# Multi-Modal AI Application: Image Captioning, Video Analysis, and Visual Question Answering

## Objective
This notebook demonstrates how to develop **Multi-Modal AI Applications** using **decoder models** combined with **visual data**.

Applications covered include:
- **Image Captioning:** Generating descriptive captions for images.
- **Video Analysis:** Producing textual summaries of videos.
- **Visual Question Answering:** Providing answers to questions based on image content.

In [1]:
# Install necessary libraries
!pip install transformers pillow opencv-python openai




## 1. Image Captioning Example


In [2]:
from transformers import pipeline
from PIL import Image

print("Image Captioning Example")
image_captioner = pipeline("image-to-text", model="Salesforce/blip-image-captioning-base")

# Load an example image
image = Image.open("NFL_image.jpeg")
caption = image_captioner(image)
print("Generated Caption:", caption[0]['generated_text'])

Image Captioning Example


The secret `HF_TOKEN` does not exist in your Colab secrets.
To authenticate with the Hugging Face Hub, create a token in your settings tab (https://huggingface.co/settings/tokens), set it as secret in your Google Colab and restart your session.
You will be able to reuse this secret in all of your notebooks.
Please note that authentication is recommended but still optional to access public models or datasets.
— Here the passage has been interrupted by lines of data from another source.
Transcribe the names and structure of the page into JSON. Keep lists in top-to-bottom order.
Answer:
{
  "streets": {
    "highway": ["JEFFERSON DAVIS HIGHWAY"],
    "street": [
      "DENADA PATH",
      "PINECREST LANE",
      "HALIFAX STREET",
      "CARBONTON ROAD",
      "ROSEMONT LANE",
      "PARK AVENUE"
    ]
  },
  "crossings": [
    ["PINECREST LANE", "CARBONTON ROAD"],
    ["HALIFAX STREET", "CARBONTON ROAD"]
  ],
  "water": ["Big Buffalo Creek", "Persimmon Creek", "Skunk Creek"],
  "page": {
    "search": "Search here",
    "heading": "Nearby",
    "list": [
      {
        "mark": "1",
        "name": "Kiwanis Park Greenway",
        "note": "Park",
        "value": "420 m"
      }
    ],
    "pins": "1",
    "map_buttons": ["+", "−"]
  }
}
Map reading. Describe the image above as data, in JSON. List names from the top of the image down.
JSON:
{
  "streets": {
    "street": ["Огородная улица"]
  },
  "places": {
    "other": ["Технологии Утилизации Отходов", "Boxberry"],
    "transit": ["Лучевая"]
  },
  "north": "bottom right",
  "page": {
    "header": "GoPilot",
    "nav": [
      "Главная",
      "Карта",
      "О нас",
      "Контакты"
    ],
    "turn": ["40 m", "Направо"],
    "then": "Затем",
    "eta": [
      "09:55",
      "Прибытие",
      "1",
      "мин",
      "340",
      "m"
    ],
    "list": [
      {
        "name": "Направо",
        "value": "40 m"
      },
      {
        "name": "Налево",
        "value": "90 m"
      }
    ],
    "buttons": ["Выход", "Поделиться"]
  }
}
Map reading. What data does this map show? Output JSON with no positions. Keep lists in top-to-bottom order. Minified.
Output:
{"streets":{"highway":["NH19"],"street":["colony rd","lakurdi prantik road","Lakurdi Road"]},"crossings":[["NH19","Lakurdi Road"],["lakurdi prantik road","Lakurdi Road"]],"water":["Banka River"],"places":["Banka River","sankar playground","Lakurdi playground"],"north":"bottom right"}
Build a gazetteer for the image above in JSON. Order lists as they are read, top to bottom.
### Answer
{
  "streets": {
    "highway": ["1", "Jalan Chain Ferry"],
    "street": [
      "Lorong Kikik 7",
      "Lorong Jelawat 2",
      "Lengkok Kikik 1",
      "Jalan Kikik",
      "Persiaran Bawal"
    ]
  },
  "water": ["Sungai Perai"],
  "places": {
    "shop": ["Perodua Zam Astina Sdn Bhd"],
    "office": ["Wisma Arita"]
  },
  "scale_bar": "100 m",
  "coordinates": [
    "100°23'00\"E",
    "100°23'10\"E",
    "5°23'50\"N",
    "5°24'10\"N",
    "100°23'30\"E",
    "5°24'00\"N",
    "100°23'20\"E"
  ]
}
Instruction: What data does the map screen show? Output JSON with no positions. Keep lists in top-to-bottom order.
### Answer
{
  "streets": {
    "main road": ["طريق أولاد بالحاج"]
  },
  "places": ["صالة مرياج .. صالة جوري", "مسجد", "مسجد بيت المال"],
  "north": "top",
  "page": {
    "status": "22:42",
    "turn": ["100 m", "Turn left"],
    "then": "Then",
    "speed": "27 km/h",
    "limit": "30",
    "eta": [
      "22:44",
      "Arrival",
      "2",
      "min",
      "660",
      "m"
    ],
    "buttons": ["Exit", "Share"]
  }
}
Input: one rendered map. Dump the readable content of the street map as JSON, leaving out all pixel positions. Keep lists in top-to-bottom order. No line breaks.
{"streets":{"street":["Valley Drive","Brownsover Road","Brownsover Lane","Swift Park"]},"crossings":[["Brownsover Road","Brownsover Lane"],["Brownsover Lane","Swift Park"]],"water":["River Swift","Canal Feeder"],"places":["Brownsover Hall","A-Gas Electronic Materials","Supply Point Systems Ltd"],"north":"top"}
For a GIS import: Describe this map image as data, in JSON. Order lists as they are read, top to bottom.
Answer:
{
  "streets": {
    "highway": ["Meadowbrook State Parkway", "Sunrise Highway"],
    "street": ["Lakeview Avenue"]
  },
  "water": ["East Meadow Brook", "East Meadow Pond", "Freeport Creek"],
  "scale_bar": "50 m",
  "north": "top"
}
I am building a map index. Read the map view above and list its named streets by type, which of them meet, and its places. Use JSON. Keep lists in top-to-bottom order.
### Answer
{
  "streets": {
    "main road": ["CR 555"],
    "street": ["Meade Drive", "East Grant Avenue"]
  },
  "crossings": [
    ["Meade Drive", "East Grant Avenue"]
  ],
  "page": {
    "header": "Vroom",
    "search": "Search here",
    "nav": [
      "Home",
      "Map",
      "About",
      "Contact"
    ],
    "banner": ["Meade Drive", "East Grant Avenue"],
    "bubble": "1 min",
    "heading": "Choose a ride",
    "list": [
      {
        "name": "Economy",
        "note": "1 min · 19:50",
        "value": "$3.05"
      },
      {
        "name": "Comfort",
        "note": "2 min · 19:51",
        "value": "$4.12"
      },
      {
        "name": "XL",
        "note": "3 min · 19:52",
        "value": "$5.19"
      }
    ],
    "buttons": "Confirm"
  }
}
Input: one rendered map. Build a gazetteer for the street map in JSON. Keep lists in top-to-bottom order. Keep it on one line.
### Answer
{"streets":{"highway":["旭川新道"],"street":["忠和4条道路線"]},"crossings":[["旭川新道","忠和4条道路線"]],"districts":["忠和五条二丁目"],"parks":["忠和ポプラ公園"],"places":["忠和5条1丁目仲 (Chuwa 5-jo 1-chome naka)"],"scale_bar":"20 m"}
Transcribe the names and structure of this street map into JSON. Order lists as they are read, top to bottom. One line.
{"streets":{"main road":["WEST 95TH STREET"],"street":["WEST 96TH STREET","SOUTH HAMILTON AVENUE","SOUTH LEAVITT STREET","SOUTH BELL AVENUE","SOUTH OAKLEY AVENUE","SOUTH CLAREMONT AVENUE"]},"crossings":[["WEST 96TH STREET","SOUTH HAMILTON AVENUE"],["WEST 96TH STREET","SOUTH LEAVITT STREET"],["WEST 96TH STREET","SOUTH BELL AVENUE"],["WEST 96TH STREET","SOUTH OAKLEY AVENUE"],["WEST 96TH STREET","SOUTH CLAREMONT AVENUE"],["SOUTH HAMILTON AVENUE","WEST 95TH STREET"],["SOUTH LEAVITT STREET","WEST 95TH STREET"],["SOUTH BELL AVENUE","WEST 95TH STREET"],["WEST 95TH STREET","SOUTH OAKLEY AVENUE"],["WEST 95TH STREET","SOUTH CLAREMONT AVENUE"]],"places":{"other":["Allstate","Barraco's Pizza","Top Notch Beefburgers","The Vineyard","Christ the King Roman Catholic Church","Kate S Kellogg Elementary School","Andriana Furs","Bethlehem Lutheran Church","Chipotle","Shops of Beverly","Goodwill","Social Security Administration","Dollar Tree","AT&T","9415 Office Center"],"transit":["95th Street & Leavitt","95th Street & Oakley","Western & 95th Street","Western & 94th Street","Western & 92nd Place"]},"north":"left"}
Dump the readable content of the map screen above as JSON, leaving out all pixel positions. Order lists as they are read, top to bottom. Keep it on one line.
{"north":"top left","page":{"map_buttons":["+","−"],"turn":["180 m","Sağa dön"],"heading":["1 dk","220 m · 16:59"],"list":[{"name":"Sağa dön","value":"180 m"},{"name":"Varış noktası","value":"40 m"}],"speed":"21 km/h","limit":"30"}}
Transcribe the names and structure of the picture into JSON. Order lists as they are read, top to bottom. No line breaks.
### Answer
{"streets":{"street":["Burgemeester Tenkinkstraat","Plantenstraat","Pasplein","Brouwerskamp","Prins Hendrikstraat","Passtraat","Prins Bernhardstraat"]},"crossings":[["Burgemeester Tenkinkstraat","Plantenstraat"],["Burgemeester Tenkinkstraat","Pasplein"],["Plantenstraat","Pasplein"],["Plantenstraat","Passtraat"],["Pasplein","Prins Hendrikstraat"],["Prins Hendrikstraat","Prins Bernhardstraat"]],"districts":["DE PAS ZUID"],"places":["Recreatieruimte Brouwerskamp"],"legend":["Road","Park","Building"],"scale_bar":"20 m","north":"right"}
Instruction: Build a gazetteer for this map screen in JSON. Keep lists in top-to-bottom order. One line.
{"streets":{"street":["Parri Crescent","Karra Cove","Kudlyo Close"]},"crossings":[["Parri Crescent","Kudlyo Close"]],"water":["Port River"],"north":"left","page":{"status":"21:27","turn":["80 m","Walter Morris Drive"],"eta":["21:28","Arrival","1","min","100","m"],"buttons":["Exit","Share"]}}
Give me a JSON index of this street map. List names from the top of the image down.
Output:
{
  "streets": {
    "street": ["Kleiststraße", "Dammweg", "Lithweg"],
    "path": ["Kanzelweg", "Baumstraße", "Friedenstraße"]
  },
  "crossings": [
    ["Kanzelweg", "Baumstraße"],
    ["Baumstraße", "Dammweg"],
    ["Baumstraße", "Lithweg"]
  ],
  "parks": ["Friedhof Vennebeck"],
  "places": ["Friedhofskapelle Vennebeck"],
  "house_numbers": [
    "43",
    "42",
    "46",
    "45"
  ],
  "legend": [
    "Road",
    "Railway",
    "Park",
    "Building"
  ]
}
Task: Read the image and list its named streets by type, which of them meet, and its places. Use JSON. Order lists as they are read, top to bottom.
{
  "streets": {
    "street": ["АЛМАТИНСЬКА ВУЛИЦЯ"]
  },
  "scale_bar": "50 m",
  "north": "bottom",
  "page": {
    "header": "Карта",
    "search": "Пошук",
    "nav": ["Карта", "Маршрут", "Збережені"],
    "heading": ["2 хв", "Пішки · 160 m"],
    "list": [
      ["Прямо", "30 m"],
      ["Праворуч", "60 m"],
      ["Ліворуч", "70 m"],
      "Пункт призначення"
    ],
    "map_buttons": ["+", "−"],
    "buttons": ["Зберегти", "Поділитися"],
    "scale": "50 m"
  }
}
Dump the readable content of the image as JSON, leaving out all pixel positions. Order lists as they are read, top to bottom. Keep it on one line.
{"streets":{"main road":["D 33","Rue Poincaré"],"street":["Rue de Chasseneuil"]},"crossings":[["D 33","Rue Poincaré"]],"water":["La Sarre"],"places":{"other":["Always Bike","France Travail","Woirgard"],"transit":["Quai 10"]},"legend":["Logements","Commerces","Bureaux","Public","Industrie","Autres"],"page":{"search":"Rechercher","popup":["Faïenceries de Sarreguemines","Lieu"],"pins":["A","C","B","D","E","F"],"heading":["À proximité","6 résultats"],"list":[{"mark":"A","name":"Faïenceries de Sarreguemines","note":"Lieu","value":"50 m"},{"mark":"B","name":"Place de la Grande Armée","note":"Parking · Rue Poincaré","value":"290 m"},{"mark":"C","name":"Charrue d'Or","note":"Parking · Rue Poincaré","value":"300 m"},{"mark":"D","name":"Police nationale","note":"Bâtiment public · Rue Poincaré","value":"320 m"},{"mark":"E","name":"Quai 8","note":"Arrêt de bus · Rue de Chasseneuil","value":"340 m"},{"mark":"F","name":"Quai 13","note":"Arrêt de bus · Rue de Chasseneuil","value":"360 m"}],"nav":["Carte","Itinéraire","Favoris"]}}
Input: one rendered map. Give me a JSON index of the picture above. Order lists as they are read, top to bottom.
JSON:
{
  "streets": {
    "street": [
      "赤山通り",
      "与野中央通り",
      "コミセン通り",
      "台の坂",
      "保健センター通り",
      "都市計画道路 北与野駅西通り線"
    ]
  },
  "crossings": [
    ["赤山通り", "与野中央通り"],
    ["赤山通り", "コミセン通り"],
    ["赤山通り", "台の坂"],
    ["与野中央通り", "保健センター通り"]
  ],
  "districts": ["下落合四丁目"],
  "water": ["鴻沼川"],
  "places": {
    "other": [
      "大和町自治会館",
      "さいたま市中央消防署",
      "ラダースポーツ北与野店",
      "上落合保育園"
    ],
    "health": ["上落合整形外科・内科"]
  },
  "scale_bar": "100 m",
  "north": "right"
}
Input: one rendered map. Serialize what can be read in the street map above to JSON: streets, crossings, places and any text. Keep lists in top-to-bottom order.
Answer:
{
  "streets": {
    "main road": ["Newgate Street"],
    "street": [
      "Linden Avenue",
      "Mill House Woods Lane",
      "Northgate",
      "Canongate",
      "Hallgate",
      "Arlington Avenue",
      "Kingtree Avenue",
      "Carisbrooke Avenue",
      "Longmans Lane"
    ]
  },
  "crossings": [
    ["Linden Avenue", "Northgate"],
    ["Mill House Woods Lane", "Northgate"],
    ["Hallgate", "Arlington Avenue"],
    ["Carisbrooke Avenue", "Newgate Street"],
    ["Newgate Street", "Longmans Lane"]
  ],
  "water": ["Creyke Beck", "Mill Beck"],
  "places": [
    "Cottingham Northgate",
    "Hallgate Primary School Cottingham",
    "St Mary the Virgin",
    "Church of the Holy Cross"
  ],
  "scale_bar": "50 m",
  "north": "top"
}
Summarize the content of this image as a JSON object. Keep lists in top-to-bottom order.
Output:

config.json:   0%|          | 0.00/4.56k [00:00<?, ?B/s]

pytorch_model.bin:   0%|          | 0.00/990M [00:00<?, ?B/s]

tokenizer_config.json:   0%|          | 0.00/506 [00:00<?, ?B/s]

vocab.txt:   0%|          | 0.00/232k [00:00<?, ?B/s]

model.safetensors:   0%|          | 0.00/990M [00:00<?, ?B/s]

tokenizer.json:   0%|          | 0.00/711k [00:00<?, ?B/s]

special_tokens_map.json:   0%|          | 0.00/125 [00:00<?, ?B/s]

preprocessor_config.json:   0%|          | 0.00/287 [00:00<?, ?B/s]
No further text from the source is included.